Recorded data
*** Block opens ***
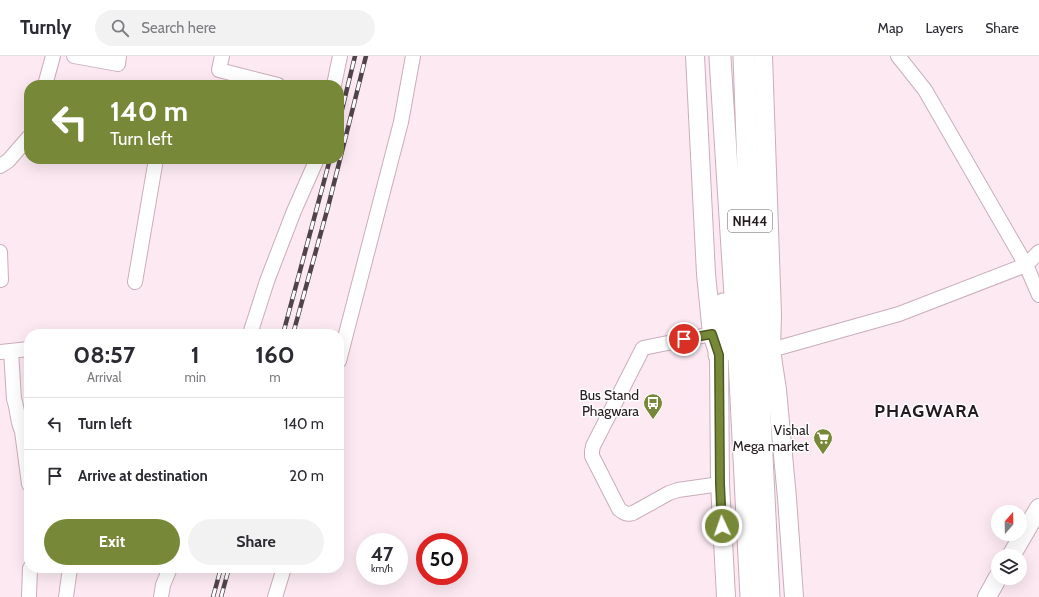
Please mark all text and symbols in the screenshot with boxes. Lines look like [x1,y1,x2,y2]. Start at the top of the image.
search box [95,10,375,46]
text: Turnly [20,16,71,39]
icon: search [109,17,131,39]
text: Search here [141,19,216,37]
text: Map [878,19,903,37]
text: Layers [925,19,963,37]
text: Share [985,19,1019,37]
text: 140 m [110,94,188,128]
icon: left [44,96,96,148]
text: Turn left [110,128,173,150]
road number: NH44 [728,210,772,232]
pin [667,322,701,356]
icon: arrive [673,328,695,350]
text: 08:57 [73,340,135,369]
text: 1 [191,340,200,369]
text: 160 [255,340,295,369]
text: Arrival [87,369,122,385]
text: min [185,369,206,385]
text: m [269,369,281,385]
place label: Bus Stand Phagwara [579,386,639,420]
bus stop icon: Bus Stand Phagwara [642,392,664,420]
district label: PHAGWARA [874,400,980,422]
icon: left [44,413,66,435]
text: Turn left [78,415,132,433]
text: 140 m [283,415,324,433]
place label: Vishal Mega market [733,421,810,455]
supermarket icon: Vishal Mega market [812,427,834,455]
icon: arrive [44,465,66,487]
text: Arrive at destination [78,467,208,485]
text: 20 m [289,467,324,485]
position arrow [701,505,743,547]
north arrow [991,505,1027,541]
map controls [991,505,1027,585]
button: Exit [44,519,180,565]
button: Share [188,519,324,565]
speed limit sign: 50 [416,533,468,585]
text: 47 [371,542,393,566]
button: layers [991,549,1027,585]
text: km/h [371,562,393,575]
*** Block closes ***
ACTIVITY - From the first line above to the last, copy the records exactly but omit the pictures.

RESULT FOR THIS EXERCISE -
Please mark all text and symbols in the screenshot with boxes. Lines look like [x1,y1,x2,y2]. Start at the top of the image.
search box [95,10,375,46]
text: Turnly [20,16,71,39]
icon: search [109,17,131,39]
text: Search here [141,19,216,37]
text: Map [878,19,903,37]
text: Layers [925,19,963,37]
text: Share [985,19,1019,37]
text: 140 m [110,94,188,128]
icon: left [44,96,96,148]
text: Turn left [110,128,173,150]
road number: NH44 [728,210,772,232]
pin [667,322,701,356]
icon: arrive [673,328,695,350]
text: 08:57 [73,340,135,369]
text: 1 [191,340,200,369]
text: 160 [255,340,295,369]
text: Arrival [87,369,122,385]
text: min [185,369,206,385]
text: m [269,369,281,385]
place label: Bus Stand Phagwara [579,386,639,420]
bus stop icon: Bus Stand Phagwara [642,392,664,420]
district label: PHAGWARA [874,400,980,422]
icon: left [44,413,66,435]
text: Turn left [78,415,132,433]
text: 140 m [283,415,324,433]
place label: Vishal Mega market [733,421,810,455]
supermarket icon: Vishal Mega market [812,427,834,455]
icon: arrive [44,465,66,487]
text: Arrive at destination [78,467,208,485]
text: 20 m [289,467,324,485]
position arrow [701,505,743,547]
north arrow [991,505,1027,541]
map controls [991,505,1027,585]
button: Exit [44,519,180,565]
button: Share [188,519,324,565]
speed limit sign: 50 [416,533,468,585]
text: 47 [371,542,393,566]
button: layers [991,549,1027,585]
text: km/h [371,562,393,575]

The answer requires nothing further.